Queen Sonja Art Stable is located in the former Royal Stables. These buildings are part of the Palace that has not previously been open to the public.

The Royal Stables are worth a visit in their own right. Renovated for the opening of the Art Stable, the stables now appear as they did in their heyday - in the interwar years when King Haakon and Queen Maud kept their horses here.

Changing exhibitions are mounted in the Art Stable.

The Dream of Norway

From 10 October 2019 until 26 January 2020 the exhibition "The Dream of Norway. King Haakon and Queen Maud in the Royal Collections" was on show in Queen Sonja Art Stable. 

On 27 January the Art Stable closed for the mounting of a new exhibition. This exhibition will show works by Edvard Munch, but the opening has been postponed until further notice due to the corona situation.

We will provide more information as soon as possible.

 The coronation of King Haakon and Queen Maud in 1906. Photo: Peder O. Aune, the Royal Collections

The Royal Stables

The Royal Stables were built between 1845 and 1848 according to designs from Palace architect H.D.F. Linstow. King Haakon and Queen Maud expanded the facilities in 1911. British-born Queen Maud was an accomplished equestrian, and the stables were remodelled based on those at Buckingham Palace, the Royal Mews. The expanded stables provided a number of new functions, including an equestrian arena with a spectator gallery and bandstand, a shoeing forge and infirmary stalls. 

The coronation carriage returning to the Palace after a visit to the Storting, January 1932. The Royal Stables had room for 38 horses. Photographer: Carsten Sætren, The Royal Collections.

On Queen Maud’s initiative, a British stable master was hired. At one point, there was a staff of 13 grooms living in the accommodations above the centre stable building. The centre stable could house 38 horses as well as carriages, saddles and harnesses. 

After Queen Maud’s death in 1938, the practice of keeping horses declined. The last horses were removed from the Royal Stables shortly after the outbreak of war in 1940. When the Royal Family returned to the Palace in 1945, it was by car. The era of the horse had ended.

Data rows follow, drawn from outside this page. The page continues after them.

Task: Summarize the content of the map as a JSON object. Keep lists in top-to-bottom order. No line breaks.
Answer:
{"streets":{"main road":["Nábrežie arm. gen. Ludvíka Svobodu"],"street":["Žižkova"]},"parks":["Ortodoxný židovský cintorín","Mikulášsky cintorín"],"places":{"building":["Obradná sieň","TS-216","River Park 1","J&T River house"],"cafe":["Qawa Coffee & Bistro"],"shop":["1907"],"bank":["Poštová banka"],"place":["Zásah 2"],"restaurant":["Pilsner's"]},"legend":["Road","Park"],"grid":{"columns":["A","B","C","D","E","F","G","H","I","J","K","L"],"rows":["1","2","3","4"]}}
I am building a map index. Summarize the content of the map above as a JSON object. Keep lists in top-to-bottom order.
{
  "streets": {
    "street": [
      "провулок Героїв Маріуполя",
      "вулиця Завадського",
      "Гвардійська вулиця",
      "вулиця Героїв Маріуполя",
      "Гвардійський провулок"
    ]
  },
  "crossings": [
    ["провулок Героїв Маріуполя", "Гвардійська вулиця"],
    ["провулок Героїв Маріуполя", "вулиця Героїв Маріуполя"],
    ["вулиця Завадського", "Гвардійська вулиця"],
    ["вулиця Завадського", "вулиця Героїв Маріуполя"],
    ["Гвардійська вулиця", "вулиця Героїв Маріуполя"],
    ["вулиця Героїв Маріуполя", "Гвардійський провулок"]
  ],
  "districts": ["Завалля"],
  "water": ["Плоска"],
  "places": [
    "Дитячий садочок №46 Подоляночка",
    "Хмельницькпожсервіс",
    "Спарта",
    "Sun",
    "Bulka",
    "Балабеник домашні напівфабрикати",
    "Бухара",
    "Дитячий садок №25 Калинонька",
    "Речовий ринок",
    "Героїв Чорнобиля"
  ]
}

The former stalls have been retained as part of the interior as the building was adapted to become the Art Stable. Photo: Jan Haug, The Royal Court.

A new era

The use of this venue was a gift to Her Majesty Queen Sonja from His Majesty The King. The Royal Stables had been used for storage since World War II. Now the building was to be converted into an arena for art and culture. 

The Queen Sonja Art Stable officially opened on the Queen’s 80th birthday, 4 July 2017, and was opened to the public on 5 July.  

The opening of the Queen Sonja Art Stable marks the beginning of a new era for the stables. Where the horses once stood in their stalls, the public can now enjoy art and history.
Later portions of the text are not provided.